Charity.

“The disposition to think favourably of others and to do them good; donation of money, goods, etc. to those in need; alms or alms giving; non- profit making foundation, institution or cause devoted to caring for those in need of help, etc.”

 

The word charity immediately brings to mind that somebody or something needs help in someway or other, hence the reason I’ve chosen to give the dictionary meaning above.
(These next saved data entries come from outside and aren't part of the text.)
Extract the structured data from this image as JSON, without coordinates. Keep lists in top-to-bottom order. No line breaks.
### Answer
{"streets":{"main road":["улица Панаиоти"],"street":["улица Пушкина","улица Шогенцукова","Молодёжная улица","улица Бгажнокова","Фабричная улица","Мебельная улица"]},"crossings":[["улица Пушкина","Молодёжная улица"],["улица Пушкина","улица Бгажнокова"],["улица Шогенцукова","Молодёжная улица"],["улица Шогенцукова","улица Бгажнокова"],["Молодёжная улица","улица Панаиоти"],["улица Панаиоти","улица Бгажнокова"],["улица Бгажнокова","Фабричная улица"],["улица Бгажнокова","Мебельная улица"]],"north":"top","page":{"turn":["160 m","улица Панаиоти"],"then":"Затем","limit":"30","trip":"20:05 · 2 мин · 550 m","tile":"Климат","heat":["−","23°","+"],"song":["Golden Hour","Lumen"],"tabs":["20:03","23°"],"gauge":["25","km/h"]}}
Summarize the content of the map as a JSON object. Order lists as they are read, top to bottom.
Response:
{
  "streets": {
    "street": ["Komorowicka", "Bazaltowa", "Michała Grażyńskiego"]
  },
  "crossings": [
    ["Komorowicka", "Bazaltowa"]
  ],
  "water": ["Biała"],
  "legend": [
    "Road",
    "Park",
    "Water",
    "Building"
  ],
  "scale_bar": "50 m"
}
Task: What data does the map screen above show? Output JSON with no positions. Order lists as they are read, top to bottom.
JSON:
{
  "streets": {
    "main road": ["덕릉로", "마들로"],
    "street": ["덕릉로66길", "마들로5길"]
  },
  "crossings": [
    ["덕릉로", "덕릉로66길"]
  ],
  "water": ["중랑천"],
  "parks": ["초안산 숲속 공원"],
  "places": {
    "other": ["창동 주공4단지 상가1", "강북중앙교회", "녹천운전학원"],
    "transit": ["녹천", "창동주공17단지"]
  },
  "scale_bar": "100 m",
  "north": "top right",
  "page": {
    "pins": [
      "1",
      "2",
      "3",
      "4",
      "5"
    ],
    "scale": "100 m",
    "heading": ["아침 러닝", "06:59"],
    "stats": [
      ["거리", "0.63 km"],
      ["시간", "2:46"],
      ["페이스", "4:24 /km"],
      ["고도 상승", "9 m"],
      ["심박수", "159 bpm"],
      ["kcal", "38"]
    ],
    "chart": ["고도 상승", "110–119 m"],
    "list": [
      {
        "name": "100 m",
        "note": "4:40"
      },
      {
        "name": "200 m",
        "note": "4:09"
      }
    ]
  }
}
Most people in the western world would like to think that they are charitable in some way or another. How many times have you been to your local high street, seen a collector of some sort for some charity and dropped some loose change into their collection box? You do not usually even have to think about it. Walking out of the store with your latest purchase it would seem the most natural thing in the world, to drop your change into their collection tin (even if they are not allowed to rattle them these days).

If we actually stopped to think about this occasionally though we may just be a little surprised at whether or not the money will arrive at the worthy cause that is being collected for.

Quite often people will give as a knee jerk reaction. An advertisement on the television or in the paper, or that person stood in the high street. They all give a little tug at our heartstrings. When delving a little deeper though the truth can be somewhat unsettling.

A lot of charities will have many overheads and administration charges so that the money raised for the cause will be vastly reduced. In many instances we could see as little as five percent arriving at its destination. Some charities are good enough to send information packs in order to show you where exactly donated money has gone, but this is yet another example of funds not reaching the worthy cause. Sadly this reflects on our consumerist attitude of actually having something to show for our cash, this money could really be spent on the actual cause, doing far more good than appeasing our curiosity.

World leaders and peers are also to blame, even when they believe that they are acting for the good of all. For example, the cotton industry shows how harmful world trade commodity subsidies are. American cotton farmers receive these subsidies for each bushel they produce, which encourages over production. This makes a surplus that is dumped onto the world market, therefore lowering the prices so that the African countries livelihoods are vastly undercut. A reform of these subsidies would vastly improve these poorer countries welfare, approximately ten million people. By removing these subsidies the global price of cotton could then raise by six to fourteen percent, thus giving the African families five to twelve percent for their wares. This could be seen as a very charitable act indeed if the world leaders could see it in their power to make it happen.

Another reason for aid not reaching its destination would be corrupt officials and militiamen in war torn countries. Often the people that really need this aid probably will not even see it, as these corrupt and greedy officials will just take the packages for themselves.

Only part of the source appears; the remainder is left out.